The literature has studied alternative mechanisms. Erlichman and Hassin (2015) analyze a strategic-overtaking scheme in which customers observe the queue length and have the option of overtaking some of the customers already present in the queue by paying a fixed amount per overtaken customer. They show that implementing strategic overtaking can be more profitable for the service provider than selling priority. While all the papers above require customers to make a priority choice upon arrival, Wang et al. (2021) let customers pay and upgrade to priority at any time during their stay in the queue, even if they choose not to do so initially. We will review (Wang et al. 2021) in more details in Chap. 7.

4 Emerging Research Directions

We see two emerging trends in the research on rational priority queueing. The first trend is an increasing integration of queueing models with (sophisticated) economic tools, such as mechanism design/auction theory (Afèche 2013; Afèche and Pavlin 2016; Yang et al. 2017), cheap talk/information design (Yu et al. 2018), and dynamic games (Wang et al. 2021). These methodologies lend themselves to the setting of priority queues, which are often characterized by customers having private information about their priority preferences (i.e., waiting cost) and the service provider having private information about the dynamically evolving queue length.

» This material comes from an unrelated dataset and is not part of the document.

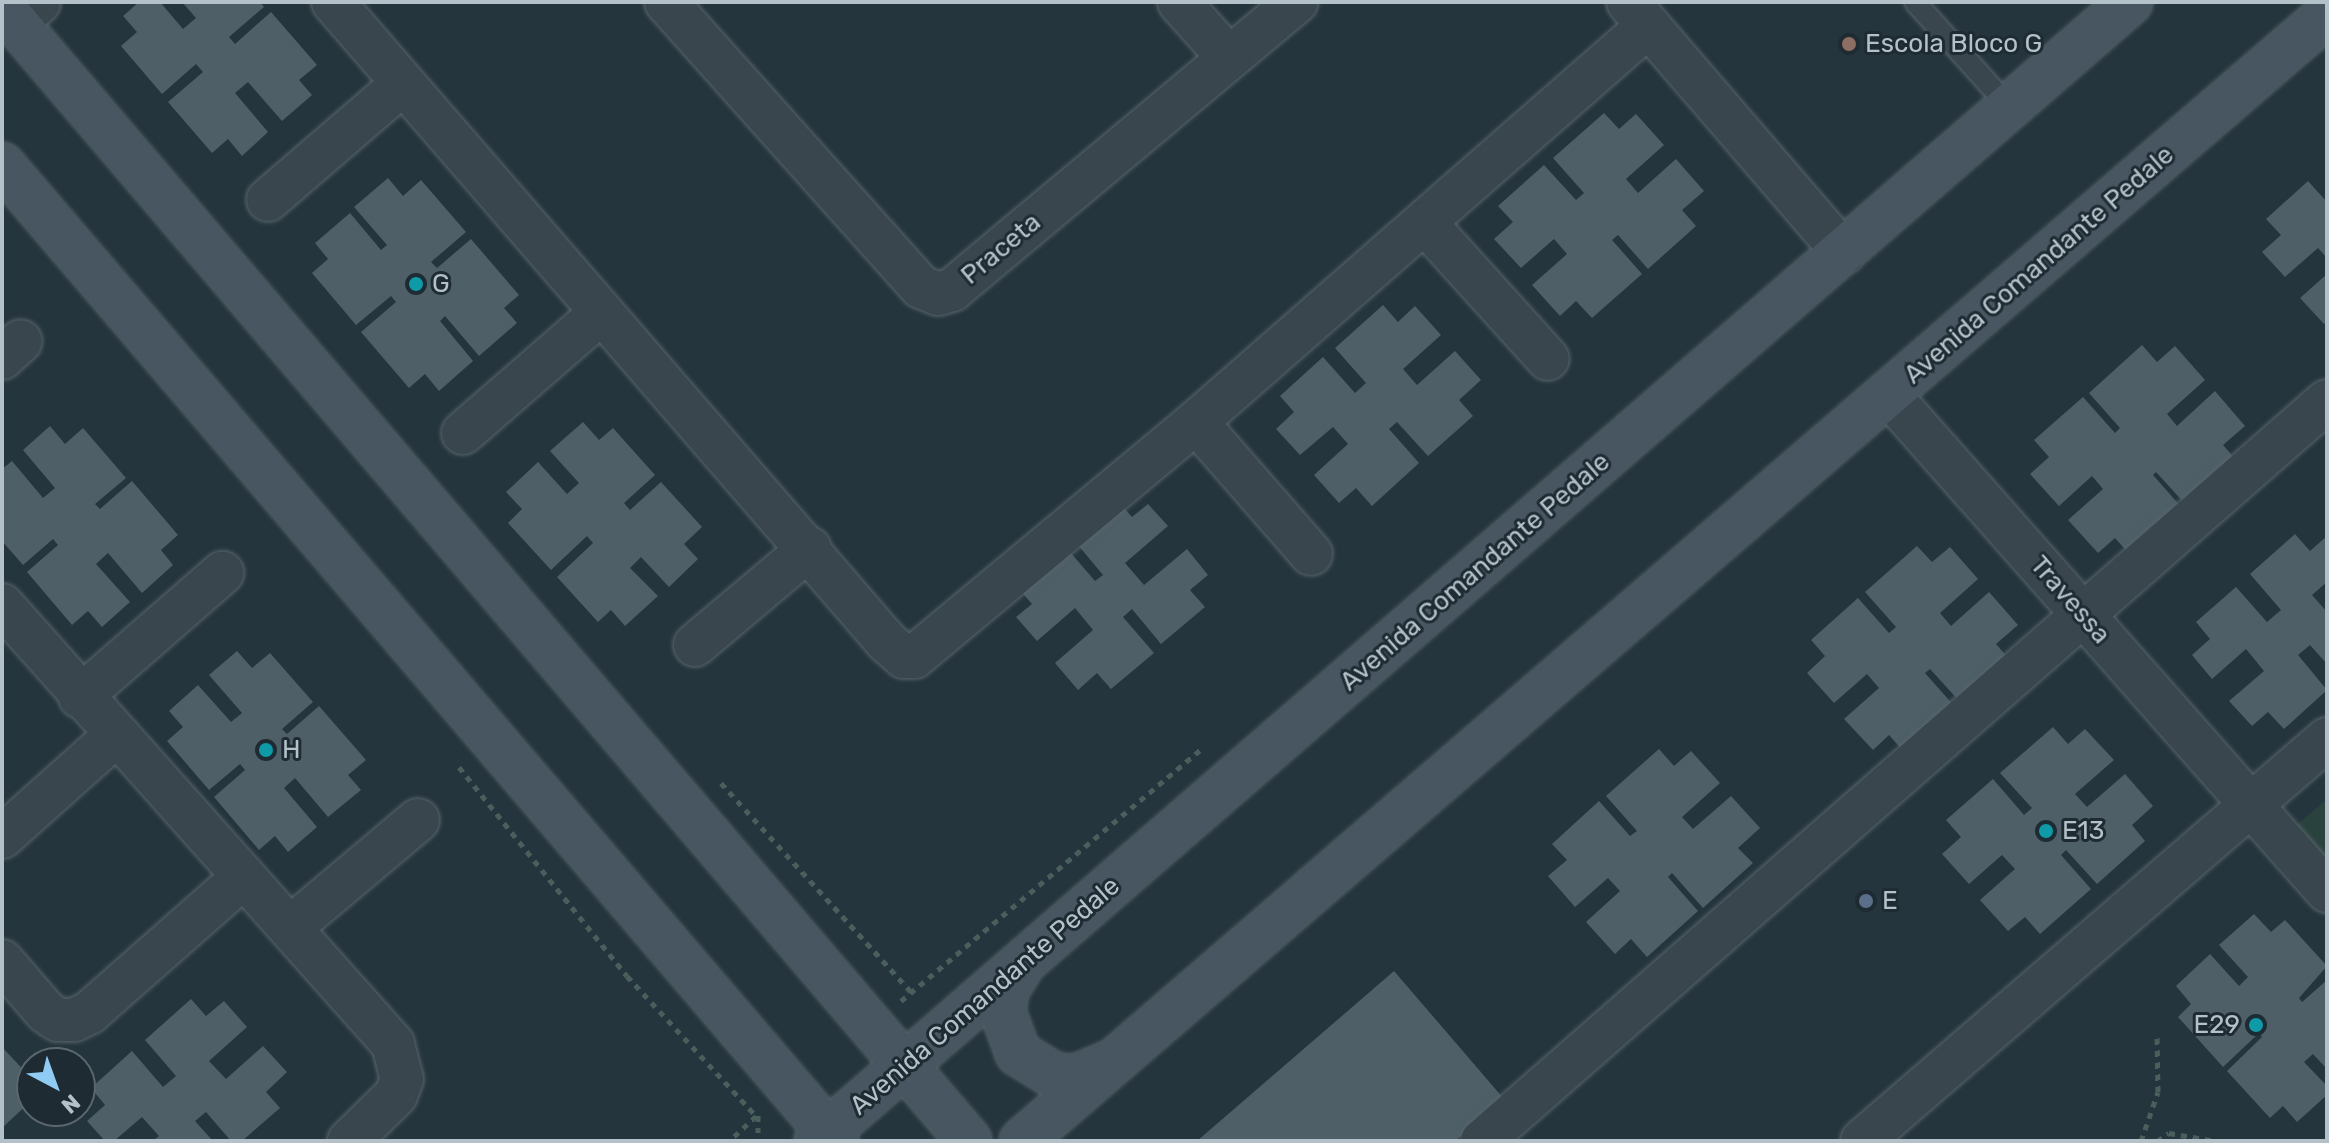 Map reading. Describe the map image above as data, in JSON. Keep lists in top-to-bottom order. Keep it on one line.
{"streets":{"street":["Praceta","Avenida Comandante Pedale","Travessa"]},"crossings":[["Avenida Comandante Pedale","Travessa"]],"places":["Escola Bloco G","G","H","E13","E","E29"],"north":"bottom right"}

Second, new applications, often driven by technological advances and societal concerns, also open up abundant new opportunities in this area of research. For example, Baron et al. (2022) show that prioritizing offline orders in omnichannel services eliminates channel interference and improves social welfare. Hu et al. (2022) explore privacy regulation when the service provider can use customers’ disclosed information to offer different priorities. The phenomena of decentralized priority provisioning, whereby priority is not sold by the service provider, but emerges as a result of peer-to-peer or third-party transactions, are seen in trading auctions (Yang et al. 2017), line sitting (Cui et al. 2020), and queue scalping (Yang et al. 2021). These papers will be reviewed in more details in Chaps. 24 of this book. Finally, referral priority programs, where priority is obtained not from purchase, but by exerting referral effort, are increasingly used by technology startups (Yang and Debo 2019; Yang 2021) and will be reviewed in Chap. 5.